**PROBLEM REQUIREMENTS:** Please output the data below exactly as given, starting at its first line and stopping after the line that contains "for (const [text, x, y, turn".
BEGIN DATASET
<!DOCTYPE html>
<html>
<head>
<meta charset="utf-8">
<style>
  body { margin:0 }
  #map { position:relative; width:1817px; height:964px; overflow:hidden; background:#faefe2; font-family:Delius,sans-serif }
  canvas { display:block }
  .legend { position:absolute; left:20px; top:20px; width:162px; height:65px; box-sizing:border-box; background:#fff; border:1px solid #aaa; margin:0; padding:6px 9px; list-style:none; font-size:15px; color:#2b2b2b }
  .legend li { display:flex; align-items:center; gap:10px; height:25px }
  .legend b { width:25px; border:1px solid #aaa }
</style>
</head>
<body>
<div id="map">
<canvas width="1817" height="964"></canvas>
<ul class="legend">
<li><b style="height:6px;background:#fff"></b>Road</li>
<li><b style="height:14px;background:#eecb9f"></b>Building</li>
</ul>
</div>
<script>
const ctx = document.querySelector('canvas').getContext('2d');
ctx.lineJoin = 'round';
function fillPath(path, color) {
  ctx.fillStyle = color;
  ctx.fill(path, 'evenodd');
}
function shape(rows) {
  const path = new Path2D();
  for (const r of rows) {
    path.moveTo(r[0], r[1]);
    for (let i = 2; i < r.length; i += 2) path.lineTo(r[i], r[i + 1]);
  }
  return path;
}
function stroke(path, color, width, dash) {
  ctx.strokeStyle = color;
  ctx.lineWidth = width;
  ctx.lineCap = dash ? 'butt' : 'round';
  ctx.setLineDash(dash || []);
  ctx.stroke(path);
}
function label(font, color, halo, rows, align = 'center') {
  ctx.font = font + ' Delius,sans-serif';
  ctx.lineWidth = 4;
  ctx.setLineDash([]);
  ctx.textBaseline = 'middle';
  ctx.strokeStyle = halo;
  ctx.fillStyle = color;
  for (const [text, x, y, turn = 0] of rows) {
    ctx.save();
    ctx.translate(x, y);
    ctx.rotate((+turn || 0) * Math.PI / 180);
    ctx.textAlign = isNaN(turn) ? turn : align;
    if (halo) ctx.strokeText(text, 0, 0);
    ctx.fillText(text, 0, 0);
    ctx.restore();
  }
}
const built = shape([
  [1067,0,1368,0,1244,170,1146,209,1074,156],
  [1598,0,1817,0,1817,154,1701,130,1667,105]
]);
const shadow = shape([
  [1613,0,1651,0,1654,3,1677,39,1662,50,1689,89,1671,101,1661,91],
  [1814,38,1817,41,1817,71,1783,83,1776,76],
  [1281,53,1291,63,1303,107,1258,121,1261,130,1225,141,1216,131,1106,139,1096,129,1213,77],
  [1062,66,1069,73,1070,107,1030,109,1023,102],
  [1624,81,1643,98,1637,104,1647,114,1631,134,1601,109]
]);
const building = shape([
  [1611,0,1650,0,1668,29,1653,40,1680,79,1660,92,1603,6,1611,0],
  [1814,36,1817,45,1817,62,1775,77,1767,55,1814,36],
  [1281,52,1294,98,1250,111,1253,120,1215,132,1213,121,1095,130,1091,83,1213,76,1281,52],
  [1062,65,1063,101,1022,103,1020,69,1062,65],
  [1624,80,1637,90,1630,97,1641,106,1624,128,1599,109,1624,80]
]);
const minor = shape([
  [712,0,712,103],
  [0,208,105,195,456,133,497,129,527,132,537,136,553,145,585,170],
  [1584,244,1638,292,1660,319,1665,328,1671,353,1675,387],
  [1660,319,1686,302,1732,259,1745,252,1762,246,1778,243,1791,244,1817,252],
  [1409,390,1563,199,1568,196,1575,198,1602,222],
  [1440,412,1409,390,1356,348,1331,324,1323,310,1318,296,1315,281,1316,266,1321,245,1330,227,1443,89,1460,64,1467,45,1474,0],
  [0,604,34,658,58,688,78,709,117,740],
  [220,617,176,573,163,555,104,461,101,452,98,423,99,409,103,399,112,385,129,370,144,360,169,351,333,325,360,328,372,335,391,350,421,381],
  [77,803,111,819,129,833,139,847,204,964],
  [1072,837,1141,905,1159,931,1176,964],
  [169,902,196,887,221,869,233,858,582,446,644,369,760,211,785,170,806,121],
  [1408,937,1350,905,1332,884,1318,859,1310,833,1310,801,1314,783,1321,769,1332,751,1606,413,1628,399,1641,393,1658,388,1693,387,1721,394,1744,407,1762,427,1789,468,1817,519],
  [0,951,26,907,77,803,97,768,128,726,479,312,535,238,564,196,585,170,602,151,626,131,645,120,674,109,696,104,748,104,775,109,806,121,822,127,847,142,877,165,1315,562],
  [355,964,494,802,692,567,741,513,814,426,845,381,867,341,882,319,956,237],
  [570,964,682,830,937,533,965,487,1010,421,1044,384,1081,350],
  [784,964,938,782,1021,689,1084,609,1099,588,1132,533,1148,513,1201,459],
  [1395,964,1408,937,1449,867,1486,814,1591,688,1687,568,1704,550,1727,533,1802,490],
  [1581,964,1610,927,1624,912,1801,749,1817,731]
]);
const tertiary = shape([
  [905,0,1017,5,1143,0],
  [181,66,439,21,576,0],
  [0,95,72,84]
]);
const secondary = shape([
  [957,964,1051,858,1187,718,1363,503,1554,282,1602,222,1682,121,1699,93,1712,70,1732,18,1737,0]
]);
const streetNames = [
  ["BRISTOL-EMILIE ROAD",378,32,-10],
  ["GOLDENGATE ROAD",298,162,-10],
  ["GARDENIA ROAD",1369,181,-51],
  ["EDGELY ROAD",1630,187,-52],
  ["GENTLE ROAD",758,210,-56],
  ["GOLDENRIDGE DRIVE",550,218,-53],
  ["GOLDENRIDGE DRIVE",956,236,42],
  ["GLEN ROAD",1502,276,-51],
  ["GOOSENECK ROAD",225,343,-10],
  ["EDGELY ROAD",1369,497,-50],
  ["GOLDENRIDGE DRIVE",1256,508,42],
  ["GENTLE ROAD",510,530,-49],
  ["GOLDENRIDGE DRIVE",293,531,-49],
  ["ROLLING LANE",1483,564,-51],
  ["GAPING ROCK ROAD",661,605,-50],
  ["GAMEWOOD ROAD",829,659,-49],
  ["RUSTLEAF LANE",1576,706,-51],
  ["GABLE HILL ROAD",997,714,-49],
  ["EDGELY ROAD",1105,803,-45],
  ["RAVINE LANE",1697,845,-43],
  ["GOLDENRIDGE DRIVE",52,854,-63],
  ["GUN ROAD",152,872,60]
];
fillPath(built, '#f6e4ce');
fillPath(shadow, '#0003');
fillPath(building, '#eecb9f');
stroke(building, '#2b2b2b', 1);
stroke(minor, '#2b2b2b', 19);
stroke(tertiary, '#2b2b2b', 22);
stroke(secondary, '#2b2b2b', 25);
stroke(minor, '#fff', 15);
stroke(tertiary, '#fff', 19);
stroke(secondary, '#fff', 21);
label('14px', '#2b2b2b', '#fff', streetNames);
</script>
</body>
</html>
END DATASET
**RESPONSE AREA:**
<!DOCTYPE html>
<html>
<head>
<meta charset="utf-8">
<style>
  body { margin:0 }
  #map { position:relative; width:1817px; height:964px; overflow:hidden; background:#faefe2; font-family:Delius,sans-serif }
  canvas { display:block }
  .legend { position:absolute; left:20px; top:20px; width:162px; height:65px; box-sizing:border-box; background:#fff; border:1px solid #aaa; margin:0; padding:6px 9px; list-style:none; font-size:15px; color:#2b2b2b }
  .legend li { display:flex; align-items:center; gap:10px; height:25px }
  .legend b { width:25px; border:1px solid #aaa }
</style>
</head>
<body>
<div id="map">
<canvas width="1817" height="964"></canvas>
<ul class="legend">
<li><b style="height:6px;background:#fff"></b>Road</li>
<li><b style="height:14px;background:#eecb9f"></b>Building</li>
</ul>
</div>
<script>
const ctx = document.querySelector('canvas').getContext('2d');
ctx.lineJoin = 'round';
function fillPath(path, color) {
  ctx.fillStyle = color;
  ctx.fill(path, 'evenodd');
}
function shape(rows) {
  const path = new Path2D();
  for (const r of rows) {
    path.moveTo(r[0], r[1]);
    for (let i = 2; i < r.length; i += 2) path.lineTo(r[i], r[i + 1]);
  }
  return path;
}
function stroke(path, color, width, dash) {
  ctx.strokeStyle = color;
  ctx.lineWidth = width;
  ctx.lineCap = dash ? 'butt' : 'round';
  ctx.setLineDash(dash || []);
  ctx.stroke(path);
}
function label(font, color, halo, rows, align = 'center') {
  ctx.font = font + ' Delius,sans-serif';
  ctx.lineWidth = 4;
  ctx.setLineDash([]);
  ctx.textBaseline = 'middle';
  ctx.strokeStyle = halo;
  ctx.fillStyle = color;
  for (const [text, x, y, turn = 0] of rows) {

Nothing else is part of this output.